Three days later, I was made Faction Leader.
The day started normally enough, logging in just in case I forgot to do so the night before, my weary mind struggling to understand what was happening in front of me. A couple new achievements pop and I'm slammed into the most unexpected rise to power since King Ralph. It turns out that a new faction leader is picked every four days based on how much they contributed to that faction, and my sudden funding injection had sealed my fate. I would have to find some way to abdicate, but how? I'd no experience in navigating the menus of the game. There was a Discord server for the faction, and everything I'd ever heard said that the community around Guns of Icarus was lovely, but I dreaded actual human interaction; talking to other people would be even worse than playing with them! No, I had to do this alone.
Breathing heavily, my shaking hands charted a circuitous course to the Faction tab; unfamiliar with the game's layout as I was, I must have taken two, maybe three clicks before coming face to face with the source of my agony: The Candidates board, and the thousands of points earned in my ill-fated spending spree. And with one final click...

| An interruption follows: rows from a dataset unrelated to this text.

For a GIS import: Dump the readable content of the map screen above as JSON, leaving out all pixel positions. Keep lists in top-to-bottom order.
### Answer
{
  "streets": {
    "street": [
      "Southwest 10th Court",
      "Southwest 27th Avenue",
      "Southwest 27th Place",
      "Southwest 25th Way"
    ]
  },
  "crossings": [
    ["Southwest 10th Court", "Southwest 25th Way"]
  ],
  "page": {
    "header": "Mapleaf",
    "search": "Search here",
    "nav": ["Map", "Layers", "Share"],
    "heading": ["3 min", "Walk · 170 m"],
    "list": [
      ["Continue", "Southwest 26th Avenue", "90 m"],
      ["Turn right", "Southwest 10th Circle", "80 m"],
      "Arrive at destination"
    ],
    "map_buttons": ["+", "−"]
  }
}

Honestly, abdicating was pretty easy. I'm not sure why I got so worked up about it, but all of what happened works into whether or not I would recommend this game: Absolutely. Not because of the gameplay, which I have no real experience with. Not because of the community, who I'm sure would have helped me if I'd asked but, again, who I have avoided for almost nine years. What makes me recommend Guns of Icarus Online is that I've been allowed to interact with it on my own terms, and to find my own fun in it, even if that fun is collecting daily rewards, changing the color of my armor, then panicking when I become leader of an army of flying technocratic Norsemen.
I am allowed to do this, and hope to continue doing so for many years to come.